◆ What to produce:
Which of the lines in the data mention the string "Mateus"? List them all.

◆ Extracted records:
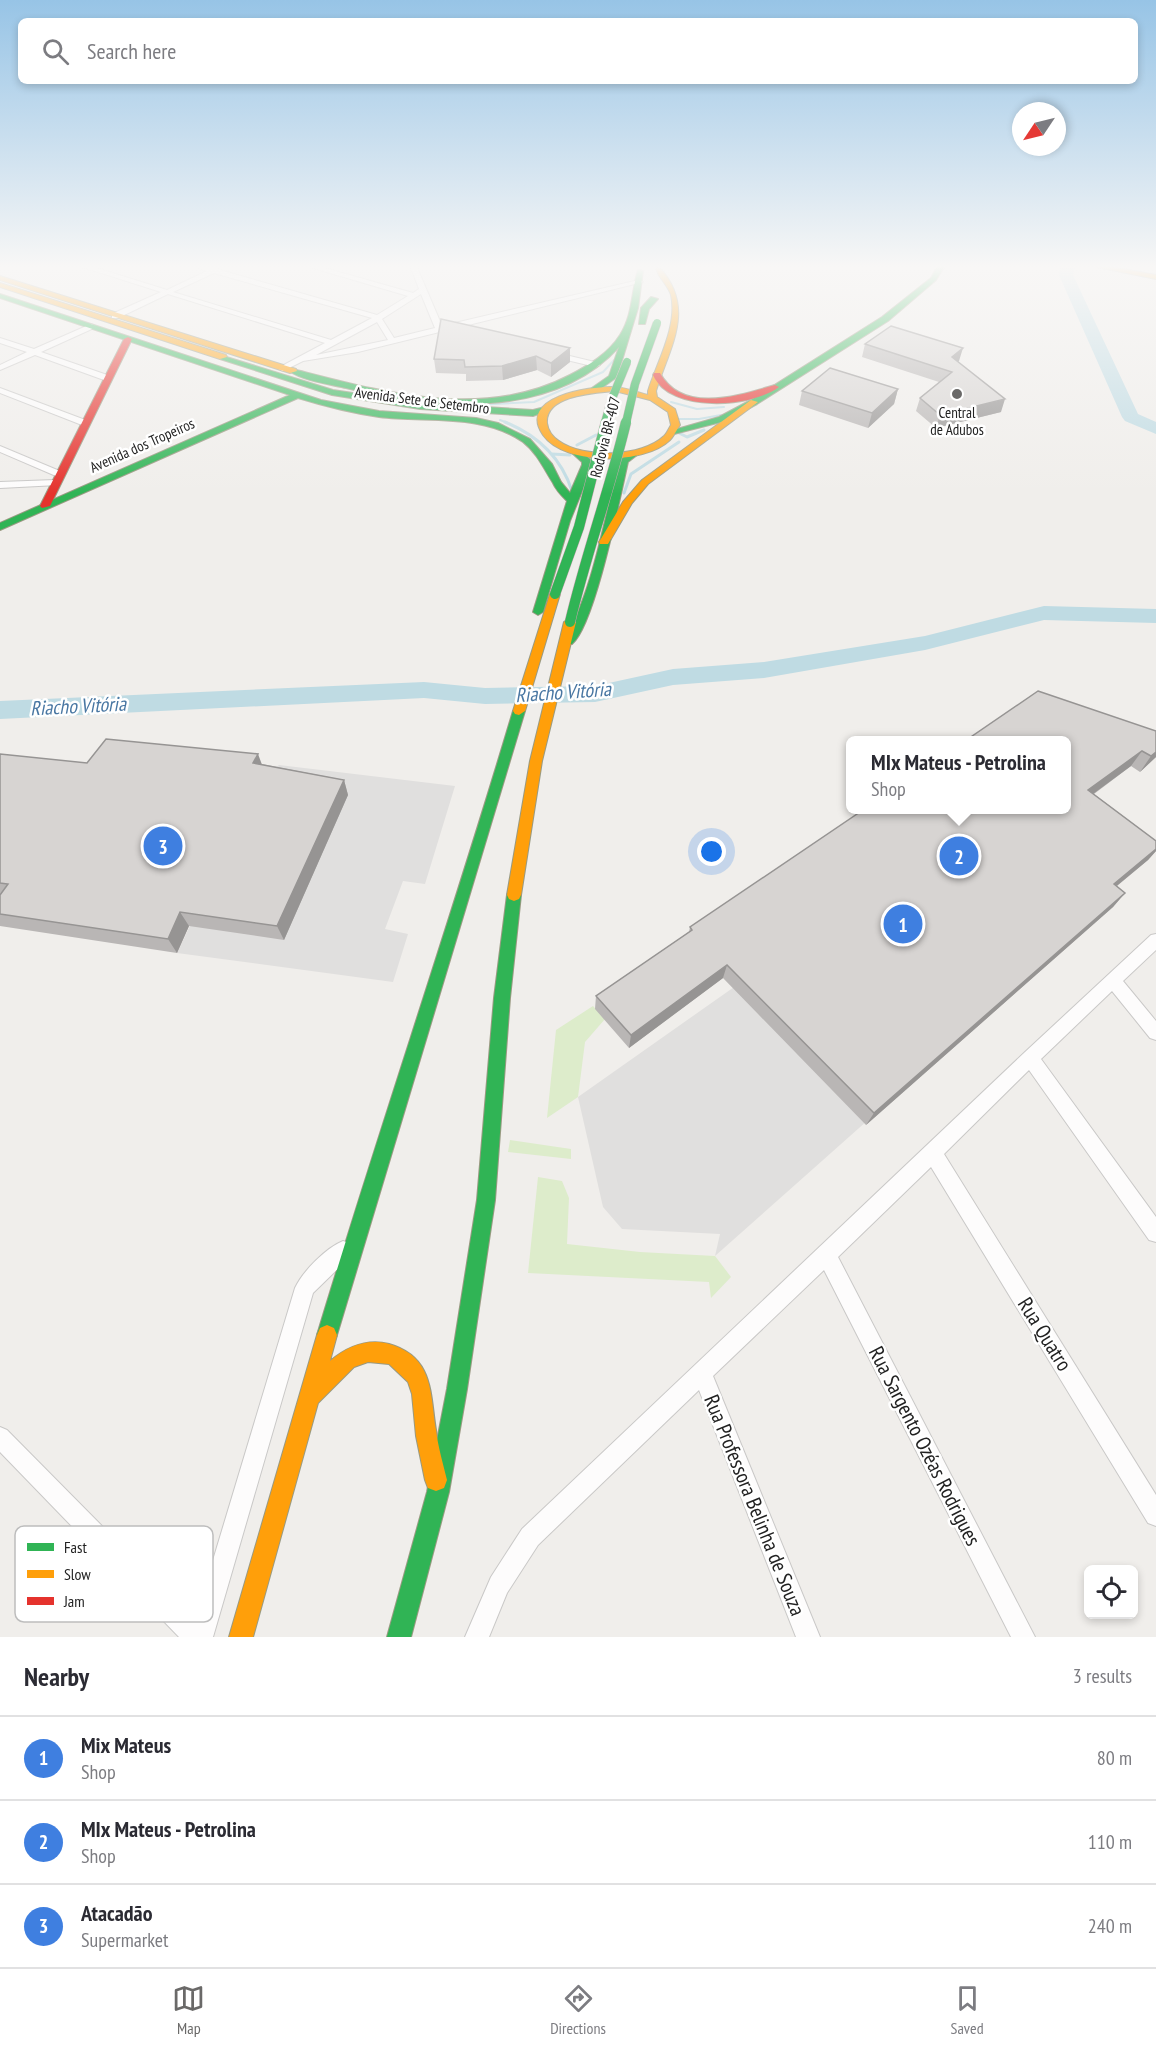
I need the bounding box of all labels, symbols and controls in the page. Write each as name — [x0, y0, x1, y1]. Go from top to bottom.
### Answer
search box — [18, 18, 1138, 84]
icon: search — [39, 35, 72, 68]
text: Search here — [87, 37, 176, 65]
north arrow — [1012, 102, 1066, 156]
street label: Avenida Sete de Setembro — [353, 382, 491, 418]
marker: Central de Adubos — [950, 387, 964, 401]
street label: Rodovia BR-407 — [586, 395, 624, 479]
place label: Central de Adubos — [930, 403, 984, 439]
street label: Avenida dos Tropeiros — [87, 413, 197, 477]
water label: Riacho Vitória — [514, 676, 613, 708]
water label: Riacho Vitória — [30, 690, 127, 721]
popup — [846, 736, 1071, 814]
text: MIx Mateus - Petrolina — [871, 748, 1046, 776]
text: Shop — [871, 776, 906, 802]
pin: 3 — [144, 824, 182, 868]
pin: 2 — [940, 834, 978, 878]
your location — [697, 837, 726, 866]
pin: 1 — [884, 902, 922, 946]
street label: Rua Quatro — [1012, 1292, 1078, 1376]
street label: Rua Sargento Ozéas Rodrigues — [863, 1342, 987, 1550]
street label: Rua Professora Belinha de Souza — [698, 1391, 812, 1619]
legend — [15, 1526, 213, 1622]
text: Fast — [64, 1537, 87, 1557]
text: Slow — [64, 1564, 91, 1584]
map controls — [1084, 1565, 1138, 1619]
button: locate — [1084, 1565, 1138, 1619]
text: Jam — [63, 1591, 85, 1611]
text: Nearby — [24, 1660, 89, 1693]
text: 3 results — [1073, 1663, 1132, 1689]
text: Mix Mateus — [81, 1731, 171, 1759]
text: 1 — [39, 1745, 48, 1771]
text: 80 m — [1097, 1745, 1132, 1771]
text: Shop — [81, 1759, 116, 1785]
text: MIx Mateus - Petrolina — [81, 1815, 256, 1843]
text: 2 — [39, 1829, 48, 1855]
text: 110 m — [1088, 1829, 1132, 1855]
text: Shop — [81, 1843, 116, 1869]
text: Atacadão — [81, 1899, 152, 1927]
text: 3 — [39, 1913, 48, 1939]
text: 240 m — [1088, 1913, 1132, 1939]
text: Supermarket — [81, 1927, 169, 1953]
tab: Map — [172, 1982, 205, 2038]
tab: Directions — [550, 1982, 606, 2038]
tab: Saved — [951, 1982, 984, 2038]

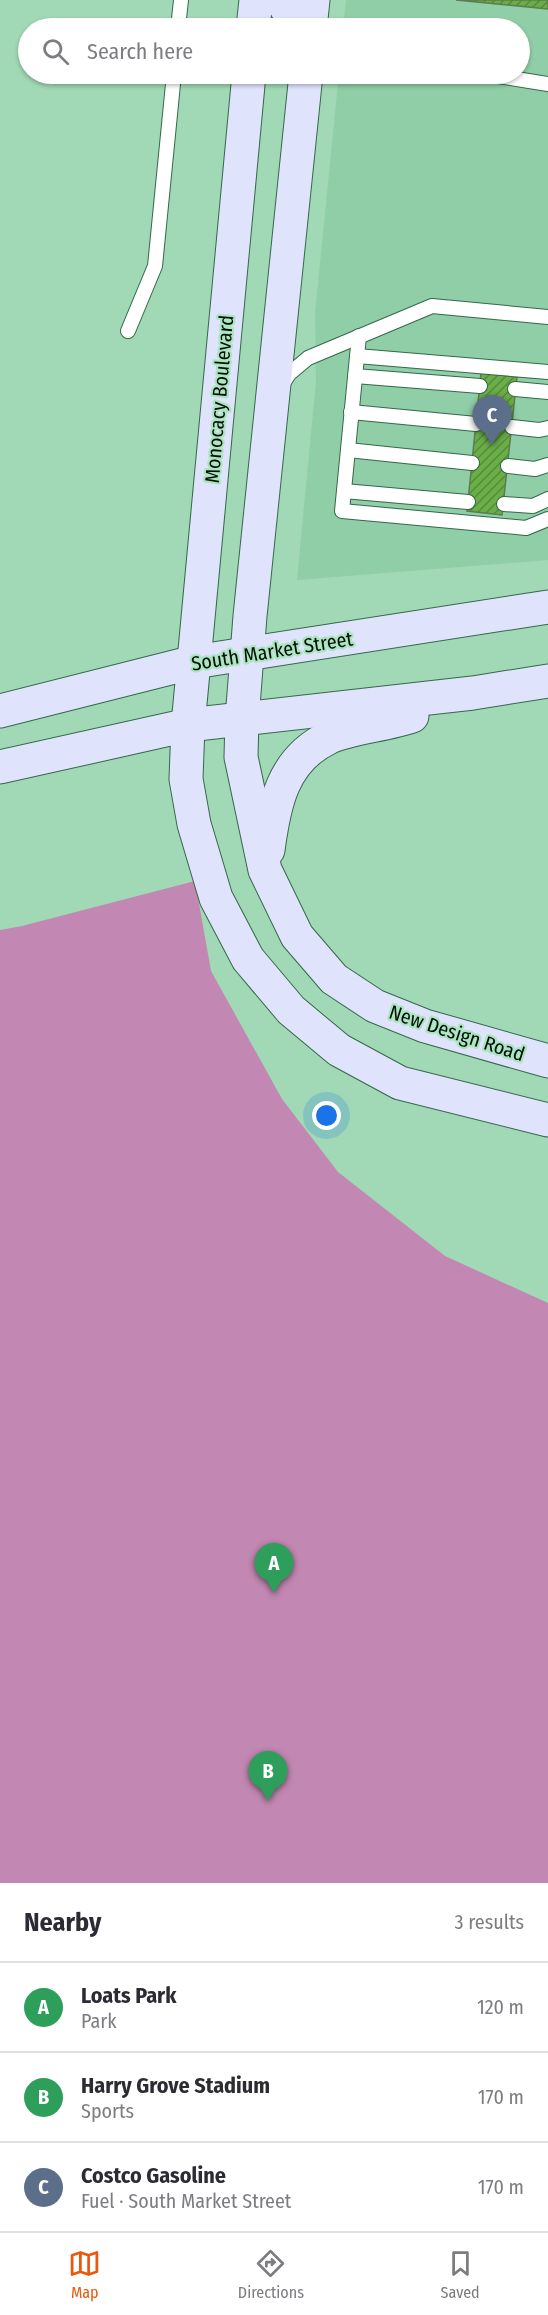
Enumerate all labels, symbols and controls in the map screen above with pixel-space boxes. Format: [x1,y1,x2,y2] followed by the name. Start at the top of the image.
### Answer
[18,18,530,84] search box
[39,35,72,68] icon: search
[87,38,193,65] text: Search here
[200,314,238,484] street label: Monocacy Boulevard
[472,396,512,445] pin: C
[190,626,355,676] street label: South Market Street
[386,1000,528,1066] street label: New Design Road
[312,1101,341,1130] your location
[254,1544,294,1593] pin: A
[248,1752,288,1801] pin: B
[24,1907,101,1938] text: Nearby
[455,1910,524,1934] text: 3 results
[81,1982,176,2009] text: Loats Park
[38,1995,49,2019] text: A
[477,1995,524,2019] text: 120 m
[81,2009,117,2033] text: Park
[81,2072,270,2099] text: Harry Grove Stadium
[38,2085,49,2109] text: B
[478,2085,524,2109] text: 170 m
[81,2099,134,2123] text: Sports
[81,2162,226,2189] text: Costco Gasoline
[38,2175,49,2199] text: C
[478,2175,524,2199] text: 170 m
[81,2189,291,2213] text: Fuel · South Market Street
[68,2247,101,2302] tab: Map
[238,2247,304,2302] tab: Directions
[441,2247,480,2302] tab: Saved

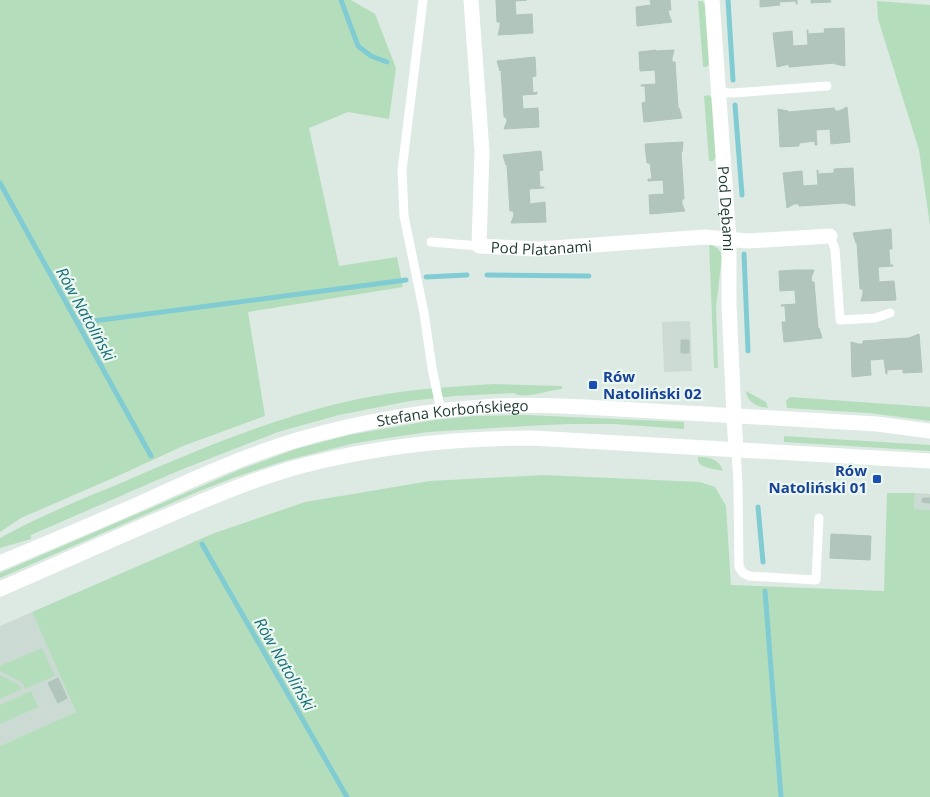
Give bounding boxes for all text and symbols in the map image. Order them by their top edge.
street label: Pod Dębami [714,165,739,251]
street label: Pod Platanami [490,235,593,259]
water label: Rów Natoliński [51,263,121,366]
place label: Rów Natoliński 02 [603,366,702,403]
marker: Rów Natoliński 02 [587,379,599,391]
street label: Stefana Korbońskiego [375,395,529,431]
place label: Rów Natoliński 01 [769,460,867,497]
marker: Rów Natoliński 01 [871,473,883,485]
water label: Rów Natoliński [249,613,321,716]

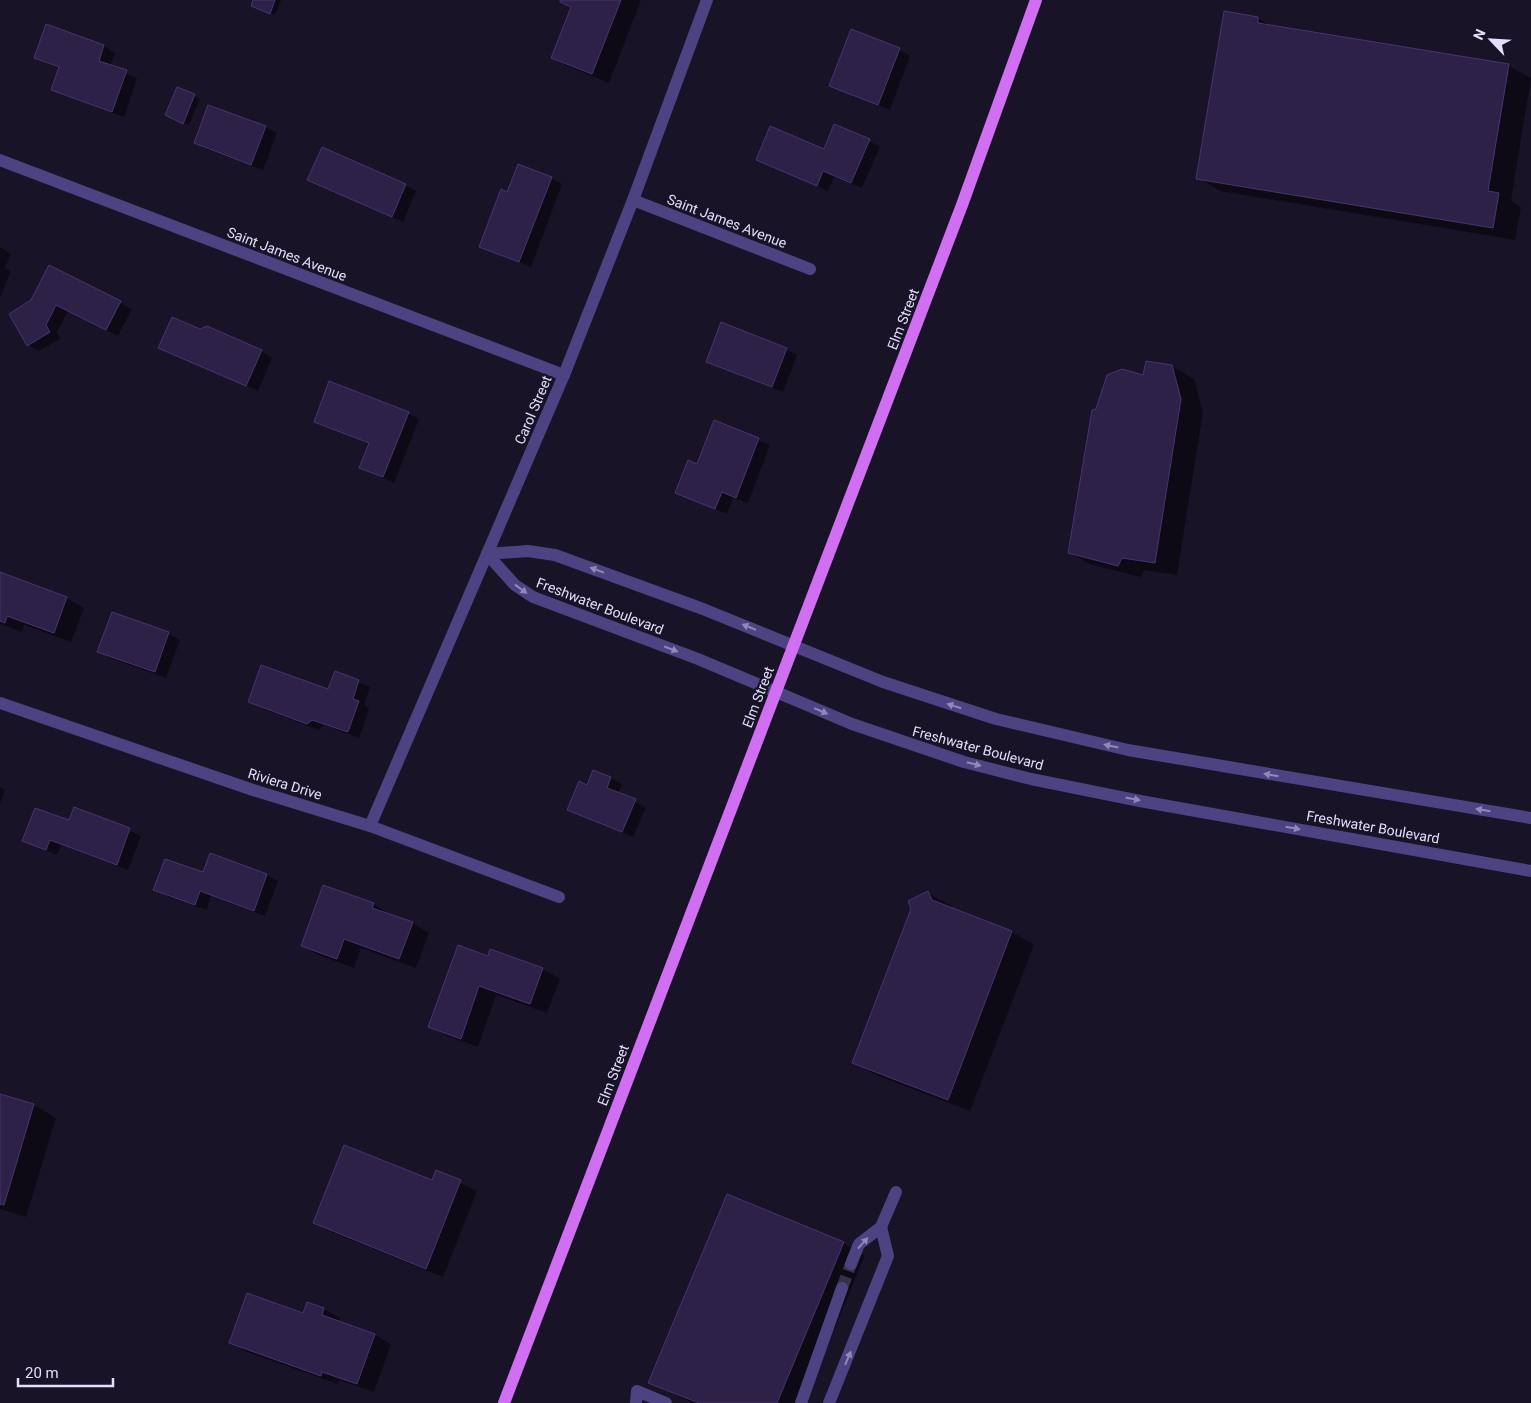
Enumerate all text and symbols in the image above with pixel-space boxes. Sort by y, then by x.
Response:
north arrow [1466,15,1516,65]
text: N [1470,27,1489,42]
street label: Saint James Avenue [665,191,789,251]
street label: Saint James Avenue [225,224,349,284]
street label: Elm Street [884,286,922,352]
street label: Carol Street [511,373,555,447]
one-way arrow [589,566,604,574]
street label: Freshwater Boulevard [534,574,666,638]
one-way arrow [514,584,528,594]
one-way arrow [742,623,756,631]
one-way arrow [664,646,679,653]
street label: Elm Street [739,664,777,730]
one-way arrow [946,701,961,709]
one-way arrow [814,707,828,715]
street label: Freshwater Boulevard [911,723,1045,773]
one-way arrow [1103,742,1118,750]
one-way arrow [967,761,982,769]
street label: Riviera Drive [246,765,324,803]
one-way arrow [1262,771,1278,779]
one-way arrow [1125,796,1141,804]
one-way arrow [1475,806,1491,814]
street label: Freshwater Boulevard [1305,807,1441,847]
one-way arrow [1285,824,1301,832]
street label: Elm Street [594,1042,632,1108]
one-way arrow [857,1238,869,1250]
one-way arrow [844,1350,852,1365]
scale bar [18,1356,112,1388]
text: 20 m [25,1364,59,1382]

◆ Task response:
text: MIx Mateus - Petrolina — [871, 748, 1046, 776]
text: Mix Mateus — [81, 1731, 171, 1759]
text: MIx Mateus - Petrolina — [81, 1815, 256, 1843]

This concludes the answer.